The Daily Need

War with Iran? Sanctions, oil embargo and threat to close trade route add to tension

 

An Iranian missile test. Photo: AP

Is Iran the world’s greatest threat, or a feeble, paranoid regime made weak by economic sanctions?

Depending on who you ask, you’ll get a different answer. Republican candidates for president, for example, have warned of the grave consequences of inaction when it comes to Iran’s rogue nuclear ambitions, comparing the regime to the rise of Nazi Germany. In his victory speech after the Iowa caucus on Tuesday, Mitt Romney mentioned Iran before he mentioned the economy, saying, “We face an extraordinary challenge in America. You know that. And that is, internationally, Iran is about to have nuclear weaponry just down the road here.”

Romney called the Obama administration’s strategy one of “engagement,” parroting, albeit in slightly more genial terms, Rick Santorum’s claim that Obama has pursued a policy of “appeasement” with respect to Iran. As it turns out, however, the economic sanctions imposed on Iran by the Obama administration and the international community may actually be working for the first time in decades, weakening an already insecure regime. The economic turmoil rippling through Iran, experts say, could lead the nation’s leaders either to cooperate with the international community or — if desperation takes hold — to lash out.

There has been widespread public anger in Iran as international sanctions have driven up the cost of basic goods by as much 40 percent. The Iranian currency, the rial, has tumbled against the dollar, and many of the country’s largest patrons on the oil market have either cut back or pledged to discontinue their purchases of crude from Iranian exporters. In a bold move on Thursday, for example, the European Union took a major step toward implementing a full embargo on Iranian oil. China and Japan have also said they plan to cut back on Iranian oil imports. Together, those three countries represent roughly half of Iran’s exports of crude.

Iran is likely to find other customers, or to increase exports to reliable patrons like Turkey, but it will probably have to offer discounts to stay competitive. And with economic turmoil and public anger continuing to grip the country, analysts say, it’s only a matter of time between one of two things happens: Either Iran does some provocative, to flex its muscle, or it reaches out to the international community to broker a deal on its nuclear program in an attempt to ease the economic sanctions. Iran’s leaders have hinted at both strategies.

First, Iran conducted a series of provocative missile tests in the region. Then, its leaders threatened to close off the Strait of Hormuz, a major supply route crucial to global trade and oil exports, with a naval blockade. Britain has called such a move illegal, and British military commanders promised to use force to keep the Strait open if necessary. “There should be no miscalculation by the Iranians about the importance that the international community attaches to keeping the Straits of Hormuz open,” the British defense secretary, Philip Hammond, said Thursday.

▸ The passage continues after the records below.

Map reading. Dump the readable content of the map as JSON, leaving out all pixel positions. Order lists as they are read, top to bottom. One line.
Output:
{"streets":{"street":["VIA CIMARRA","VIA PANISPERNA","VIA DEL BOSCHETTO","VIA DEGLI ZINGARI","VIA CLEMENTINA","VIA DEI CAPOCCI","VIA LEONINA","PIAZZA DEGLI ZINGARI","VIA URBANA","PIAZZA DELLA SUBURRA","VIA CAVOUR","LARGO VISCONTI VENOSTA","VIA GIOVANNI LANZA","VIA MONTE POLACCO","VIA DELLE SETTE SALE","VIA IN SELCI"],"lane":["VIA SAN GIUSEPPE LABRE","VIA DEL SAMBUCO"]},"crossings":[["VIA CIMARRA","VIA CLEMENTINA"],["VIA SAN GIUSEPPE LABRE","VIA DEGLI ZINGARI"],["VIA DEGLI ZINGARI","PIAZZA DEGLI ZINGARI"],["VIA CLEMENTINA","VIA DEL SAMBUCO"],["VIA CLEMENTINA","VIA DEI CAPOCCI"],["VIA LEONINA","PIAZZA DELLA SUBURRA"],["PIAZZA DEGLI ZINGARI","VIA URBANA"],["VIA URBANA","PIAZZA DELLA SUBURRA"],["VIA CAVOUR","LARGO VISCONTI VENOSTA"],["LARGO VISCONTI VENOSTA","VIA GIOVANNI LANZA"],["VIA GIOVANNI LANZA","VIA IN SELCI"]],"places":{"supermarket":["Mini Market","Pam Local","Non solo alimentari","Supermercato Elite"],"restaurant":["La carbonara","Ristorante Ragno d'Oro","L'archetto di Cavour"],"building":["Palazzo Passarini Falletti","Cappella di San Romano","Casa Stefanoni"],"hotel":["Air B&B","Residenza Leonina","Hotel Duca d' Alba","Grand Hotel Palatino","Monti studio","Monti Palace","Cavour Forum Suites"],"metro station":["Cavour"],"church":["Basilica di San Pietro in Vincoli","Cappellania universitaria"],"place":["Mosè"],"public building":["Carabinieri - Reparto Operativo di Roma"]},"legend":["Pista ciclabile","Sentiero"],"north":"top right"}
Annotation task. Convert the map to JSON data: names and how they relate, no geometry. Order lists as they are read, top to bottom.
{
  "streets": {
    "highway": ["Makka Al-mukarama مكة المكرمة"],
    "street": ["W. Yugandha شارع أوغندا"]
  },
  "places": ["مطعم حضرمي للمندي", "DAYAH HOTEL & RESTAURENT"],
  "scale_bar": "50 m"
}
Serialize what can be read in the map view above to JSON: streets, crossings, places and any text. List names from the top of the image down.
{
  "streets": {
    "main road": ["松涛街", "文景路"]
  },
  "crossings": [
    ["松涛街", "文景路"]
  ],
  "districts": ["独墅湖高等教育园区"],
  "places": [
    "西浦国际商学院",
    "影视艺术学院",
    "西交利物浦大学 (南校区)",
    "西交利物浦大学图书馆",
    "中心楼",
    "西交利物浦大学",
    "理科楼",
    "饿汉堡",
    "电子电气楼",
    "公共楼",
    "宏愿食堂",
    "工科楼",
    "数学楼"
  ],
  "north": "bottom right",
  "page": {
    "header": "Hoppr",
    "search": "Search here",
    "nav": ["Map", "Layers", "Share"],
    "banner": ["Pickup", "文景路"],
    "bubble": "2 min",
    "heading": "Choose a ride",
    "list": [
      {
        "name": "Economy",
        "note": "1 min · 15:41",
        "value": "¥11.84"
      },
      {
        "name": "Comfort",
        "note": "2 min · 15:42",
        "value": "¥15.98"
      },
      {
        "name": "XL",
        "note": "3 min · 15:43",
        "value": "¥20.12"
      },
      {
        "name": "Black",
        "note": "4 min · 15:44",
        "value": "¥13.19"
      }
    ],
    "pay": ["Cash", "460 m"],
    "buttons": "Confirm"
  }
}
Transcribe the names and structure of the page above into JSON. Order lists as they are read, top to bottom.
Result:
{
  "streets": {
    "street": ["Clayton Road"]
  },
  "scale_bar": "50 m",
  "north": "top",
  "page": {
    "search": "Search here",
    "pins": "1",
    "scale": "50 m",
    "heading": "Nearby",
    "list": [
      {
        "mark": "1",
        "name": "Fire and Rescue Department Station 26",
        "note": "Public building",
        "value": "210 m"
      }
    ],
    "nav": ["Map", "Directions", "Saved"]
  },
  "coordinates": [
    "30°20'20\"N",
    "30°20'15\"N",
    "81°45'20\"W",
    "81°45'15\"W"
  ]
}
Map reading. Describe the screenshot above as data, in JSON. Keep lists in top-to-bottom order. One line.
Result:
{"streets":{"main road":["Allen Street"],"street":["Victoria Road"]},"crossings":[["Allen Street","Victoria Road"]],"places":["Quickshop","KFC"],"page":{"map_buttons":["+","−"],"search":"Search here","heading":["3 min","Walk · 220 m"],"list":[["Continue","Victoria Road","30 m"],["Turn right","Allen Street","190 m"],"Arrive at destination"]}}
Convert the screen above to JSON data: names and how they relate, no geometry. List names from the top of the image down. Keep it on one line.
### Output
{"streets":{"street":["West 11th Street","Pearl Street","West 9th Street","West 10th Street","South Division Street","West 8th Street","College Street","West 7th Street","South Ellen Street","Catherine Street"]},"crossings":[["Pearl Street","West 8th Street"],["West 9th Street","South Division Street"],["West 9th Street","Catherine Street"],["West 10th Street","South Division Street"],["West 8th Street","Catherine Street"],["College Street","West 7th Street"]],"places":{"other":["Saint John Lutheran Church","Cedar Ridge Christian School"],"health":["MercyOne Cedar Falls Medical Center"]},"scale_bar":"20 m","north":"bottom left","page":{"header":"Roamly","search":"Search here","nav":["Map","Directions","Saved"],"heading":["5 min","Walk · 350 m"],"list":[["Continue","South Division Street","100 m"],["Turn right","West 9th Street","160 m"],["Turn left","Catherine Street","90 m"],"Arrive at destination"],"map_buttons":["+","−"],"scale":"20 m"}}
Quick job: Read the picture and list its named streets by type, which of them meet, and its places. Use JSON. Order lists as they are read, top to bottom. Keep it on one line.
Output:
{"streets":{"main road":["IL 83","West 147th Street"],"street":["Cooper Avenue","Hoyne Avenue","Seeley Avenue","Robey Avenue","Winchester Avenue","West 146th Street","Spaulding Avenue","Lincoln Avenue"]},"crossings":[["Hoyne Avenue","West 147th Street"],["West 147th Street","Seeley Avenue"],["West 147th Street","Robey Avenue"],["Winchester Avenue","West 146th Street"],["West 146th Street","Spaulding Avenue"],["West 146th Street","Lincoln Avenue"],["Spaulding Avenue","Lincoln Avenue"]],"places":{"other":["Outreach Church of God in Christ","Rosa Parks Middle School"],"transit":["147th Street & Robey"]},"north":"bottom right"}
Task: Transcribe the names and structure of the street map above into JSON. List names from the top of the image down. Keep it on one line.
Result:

On the other hand, the Iranians have also expressed a willingness to return to the negotiating table, offering to resume talks with Western powers in Turkey. The Turkish foreign minister said Thursday that the West, including the U.S., had agreed to negotiate. It’s unclear, though, whether such an olive branch from Iran is sincere, or merely a ploy to further delay international action and buy time for the country’s nuclear program to proceed. As Karim Sadjadpour, an Iran expert at the Carnegie Endowment, wrote last year, Iran “tends to thrive in an atmosphere of instability and chaos.”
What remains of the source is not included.